:: DATA EXTRACT ::
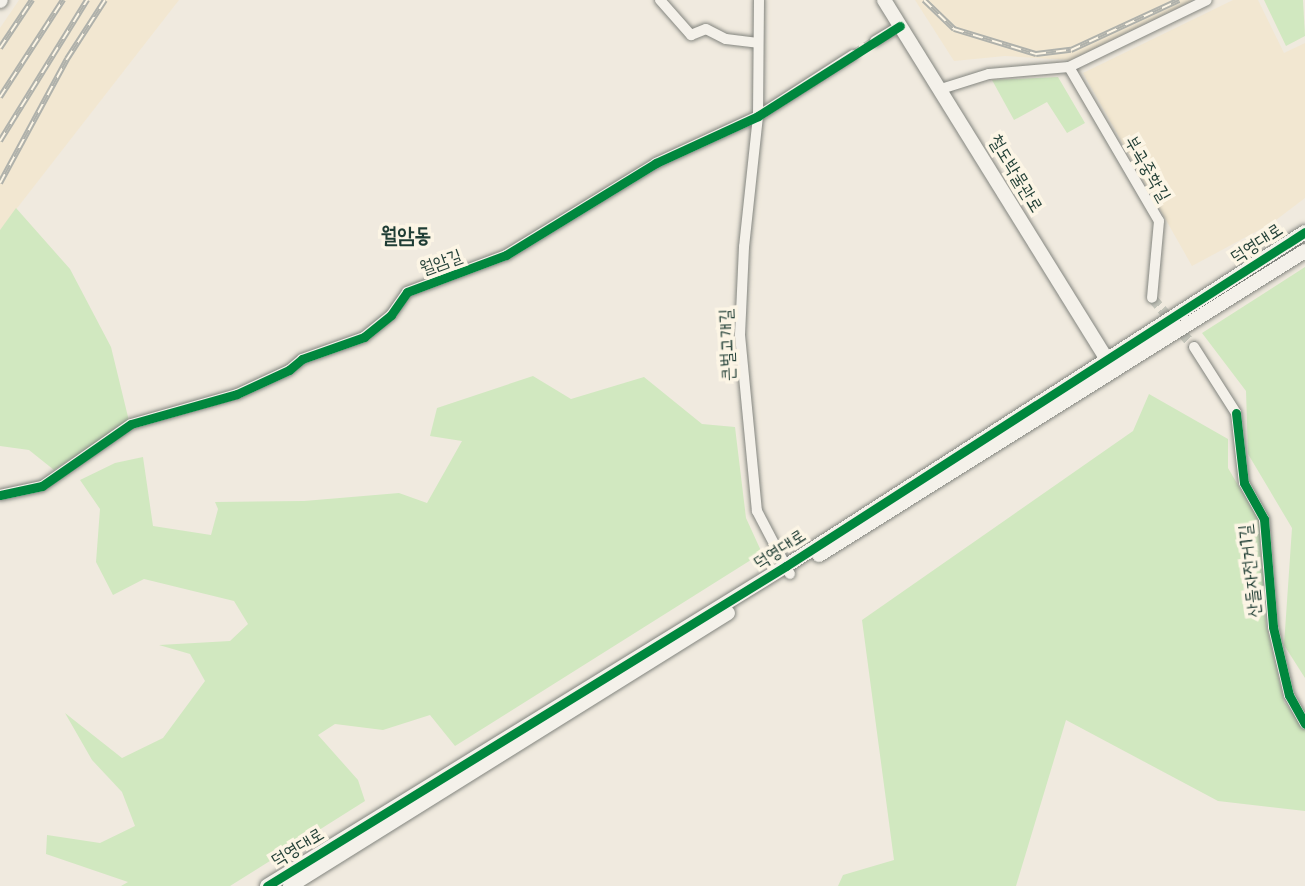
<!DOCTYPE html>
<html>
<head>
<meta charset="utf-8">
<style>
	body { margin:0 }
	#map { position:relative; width:1305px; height:886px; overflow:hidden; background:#f0eadf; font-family:Pangolin,"Poor Story",sans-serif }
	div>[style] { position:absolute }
	.built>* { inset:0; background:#f2e7d1 }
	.green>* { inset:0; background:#d1e8c0 }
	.street-tunnel>* { height:10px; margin-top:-5px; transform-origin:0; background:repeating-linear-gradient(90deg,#c6c7bd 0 10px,transparent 0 15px) }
	.roads { filter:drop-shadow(0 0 2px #83857f) drop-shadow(0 0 2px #83857f) }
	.street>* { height:10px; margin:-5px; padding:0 5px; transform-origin:5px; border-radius:5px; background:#f4f1ea }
	.secondary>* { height:14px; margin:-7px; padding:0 7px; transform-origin:7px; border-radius:7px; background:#f4f1ea }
	.rail>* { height:6px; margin-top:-3px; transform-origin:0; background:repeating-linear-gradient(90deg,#fcf5e5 0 10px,#afb1ab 0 20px); box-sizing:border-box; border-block:2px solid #afb1ab }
	.cycleway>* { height:9px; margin:-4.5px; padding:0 4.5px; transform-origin:4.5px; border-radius:4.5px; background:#00873e }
	span { translate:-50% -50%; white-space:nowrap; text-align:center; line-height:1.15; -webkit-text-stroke:7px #fcf5e5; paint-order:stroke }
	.street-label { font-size:18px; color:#1f3d34 }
	.quarter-label { font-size:21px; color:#1f3d34; font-weight:700 }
</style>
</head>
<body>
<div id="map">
	<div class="built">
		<div style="clip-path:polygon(19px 0,179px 0,0 230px,0 28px)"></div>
		<div style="clip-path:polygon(915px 0,1193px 0,1070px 60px,1005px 56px,954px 61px)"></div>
		<div style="clip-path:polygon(1233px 0,1258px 0,1284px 53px,1305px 43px,1305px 198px,1272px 223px,1192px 266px,1083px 73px)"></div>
	</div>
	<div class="green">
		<div style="clip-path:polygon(1264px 0,1303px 0,1305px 36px,1286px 46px)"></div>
		<div style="clip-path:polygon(1058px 77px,1085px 123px,1067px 133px,1047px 102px,1014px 120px,992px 80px)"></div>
		<div style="clip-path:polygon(16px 208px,70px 269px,111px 347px,129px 421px,54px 470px,29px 450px,0 446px,0 230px)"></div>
		<div style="clip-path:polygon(1305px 267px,1305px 678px,1284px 645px,1292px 528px,1248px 454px,1246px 391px,1202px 333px)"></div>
		<div style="clip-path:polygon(533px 376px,571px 399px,644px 377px,702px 424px,735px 427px,746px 518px,762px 553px,455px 746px,430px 715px,383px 730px,335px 724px,318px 735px,358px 780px,365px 801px,230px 886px,121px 886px,128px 882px,46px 854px,47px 835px,100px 843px,135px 826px,122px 792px,92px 760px,65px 713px,122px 758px,163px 738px,205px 681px,190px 654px,159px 645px,230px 641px,248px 624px,234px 601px,144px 579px,113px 595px,96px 562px,100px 509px,80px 480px,115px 463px,143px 457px,153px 526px,211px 535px,218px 509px,215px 502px,304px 501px,399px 493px,427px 503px,462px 441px,430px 436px,437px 408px)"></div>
		<div style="clip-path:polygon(1149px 394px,1228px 439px,1228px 468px,1259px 521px,1266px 624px,1284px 702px,1305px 729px,1305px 811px,1218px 801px,1066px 720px,1016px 886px,838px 886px,843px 875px,894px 860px,862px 620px,1133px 431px)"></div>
	</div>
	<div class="street-tunnel">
		<div style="left:853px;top:55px;width:26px;rotate:-32deg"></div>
		<div style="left:1152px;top:298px;width:65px;rotate:49.4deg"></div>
	</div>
	<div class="roads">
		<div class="street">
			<div style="left:660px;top:0;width:47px;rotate:48.5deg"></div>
			<div style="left:691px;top:35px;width:16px;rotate:-22deg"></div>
			<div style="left:706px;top:29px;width:22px;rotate:27deg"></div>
			<div style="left:726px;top:39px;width:32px;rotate:7deg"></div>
			<div style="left:759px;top:0;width:116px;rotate:90.5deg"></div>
			<div style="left:758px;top:116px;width:132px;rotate:96.1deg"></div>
			<div style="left:744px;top:247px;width:88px;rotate:92.6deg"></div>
			<div style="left:740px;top:335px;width:177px;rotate:84.5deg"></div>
			<div style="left:757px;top:511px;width:71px;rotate:62.4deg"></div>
			<div style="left:875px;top:41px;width:29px;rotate:-31deg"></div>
			<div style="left:1069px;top:67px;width:178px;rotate:59.7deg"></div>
			<div style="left:1159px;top:221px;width:77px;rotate:95.2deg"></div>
			<div style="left:941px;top:89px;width:50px;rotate:-17.4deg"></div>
			<div style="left:989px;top:74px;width:80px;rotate:-5deg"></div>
			<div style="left:1069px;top:67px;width:153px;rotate:-25.9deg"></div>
			<div style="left:1194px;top:347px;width:78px;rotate:57.5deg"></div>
			<div style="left:1236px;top:413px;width:70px;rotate:83.5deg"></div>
			<div style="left:1244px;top:483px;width:41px;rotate:60.9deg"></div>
			<div style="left:1264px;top:519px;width:108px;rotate:85.2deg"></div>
			<div style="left:1273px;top:627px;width:70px;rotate:76.8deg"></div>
			<div style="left:1289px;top:695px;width:33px;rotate:61deg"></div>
			<div style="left:0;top:495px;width:43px;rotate:-12.1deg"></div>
			<div style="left:42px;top:486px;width:108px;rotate:-34.9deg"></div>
			<div style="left:131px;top:424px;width:110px;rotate:-15.8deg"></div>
			<div style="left:237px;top:394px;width:57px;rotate:-24.8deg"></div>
			<div style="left:289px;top:370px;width:17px;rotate:-40deg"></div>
			<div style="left:302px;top:359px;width:66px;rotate:-19.5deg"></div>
			<div style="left:364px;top:337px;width:35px;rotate:-39deg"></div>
			<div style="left:391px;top:315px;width:28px;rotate:-55deg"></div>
			<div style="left:407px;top:292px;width:106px;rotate:-20.5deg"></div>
			<div style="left:506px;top:255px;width:176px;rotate:-31.5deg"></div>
			<div style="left:656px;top:163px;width:112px;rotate:-24.7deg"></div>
			<div style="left:758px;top:116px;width:113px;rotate:-32.7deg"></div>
		</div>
		<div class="secondary">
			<div style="left:884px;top:0;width:429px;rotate:58.2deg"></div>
			<div style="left:0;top:1px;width:1px;rotate:-45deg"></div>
			<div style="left:819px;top:555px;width:573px;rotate:-32.03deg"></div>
			<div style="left:267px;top:886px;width:610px;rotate:-31.66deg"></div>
			<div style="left:786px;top:566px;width:617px;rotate:-32.76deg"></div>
			<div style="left:290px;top:886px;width:516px;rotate:-31.93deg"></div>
		</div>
	</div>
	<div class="rail">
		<div style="left:924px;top:0;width:42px;rotate:44deg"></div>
		<div style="left:954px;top:29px;width:86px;rotate:17deg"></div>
		<div style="left:1036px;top:54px;width:35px;rotate:-7deg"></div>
		<div style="left:1071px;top:50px;width:119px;rotate:-24.8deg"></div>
		<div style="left:0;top:48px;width:58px;rotate:-56.3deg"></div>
		<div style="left:0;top:97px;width:116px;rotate:-57deg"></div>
		<div style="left:0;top:141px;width:166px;rotate:-58.3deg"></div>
		<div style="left:0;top:183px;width:141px;rotate:-61.6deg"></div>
		<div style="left:67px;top:59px;width:70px;rotate:-57.2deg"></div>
	</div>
	<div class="cycleway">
		<div style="left:1236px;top:413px;width:70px;rotate:83.5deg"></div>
		<div style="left:1244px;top:483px;width:41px;rotate:60.9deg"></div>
		<div style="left:1264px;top:519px;width:108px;rotate:85.2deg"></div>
		<div style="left:1273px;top:627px;width:70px;rotate:76.8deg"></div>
		<div style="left:1289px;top:695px;width:33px;rotate:61deg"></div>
		<div style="left:0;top:495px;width:43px;rotate:-12.1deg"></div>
		<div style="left:42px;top:486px;width:108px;rotate:-34.9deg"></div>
		<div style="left:131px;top:424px;width:110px;rotate:-15.8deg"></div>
		<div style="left:237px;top:394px;width:57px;rotate:-24.8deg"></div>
		<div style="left:289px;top:370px;width:17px;rotate:-40deg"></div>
		<div style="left:302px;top:359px;width:66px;rotate:-19.5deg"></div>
		<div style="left:364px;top:337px;width:35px;rotate:-39deg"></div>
		<div style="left:391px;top:315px;width:28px;rotate:-55deg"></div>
		<div style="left:407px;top:292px;width:106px;rotate:-20.5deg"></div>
		<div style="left:506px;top:255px;width:176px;rotate:-31.5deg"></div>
		<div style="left:656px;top:163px;width:112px;rotate:-24.7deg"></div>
		<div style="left:758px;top:116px;width:168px;rotate:-32.4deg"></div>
		<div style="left:267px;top:886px;width:610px;rotate:-31.66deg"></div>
		<div style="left:786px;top:566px;width:617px;rotate:-32.76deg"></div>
	</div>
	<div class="street-label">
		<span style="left:1147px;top:169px;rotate:60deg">부곡중학길</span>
		<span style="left:1015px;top:174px;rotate:59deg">철도박물관로</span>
		<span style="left:1257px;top:244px;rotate:-33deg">덕영대로</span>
		<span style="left:441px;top:263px;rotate:-20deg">월암길</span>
		<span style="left:728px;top:345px;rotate:-92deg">큰벌고개길</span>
		<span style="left:780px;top:550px;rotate:-33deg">덕영대로</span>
		<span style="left:1251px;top:571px;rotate:-96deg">산들자전거1길</span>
		<span style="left:298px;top:848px;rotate:-31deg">덕영대로</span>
	</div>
	<div class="quarter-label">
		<span style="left:406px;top:236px">월암동</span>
	</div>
</div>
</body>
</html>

:: HOW TO COMPLETE THIS TASK ::
Would you restate, word for word and with no pictures, only the lines from the opening of the material through the line with "position:relative; width:1305px; height:886px;", both included?

:: TASK ANSWER ::
<!DOCTYPE html>
<html>
<head>
<meta charset="utf-8">
<style>
	body { margin:0 }
	#map { position:relative; width:1305px; height:886px; overflow:hidden; background:#f0eadf; font-family:Pangolin,"Poor Story",sans-serif }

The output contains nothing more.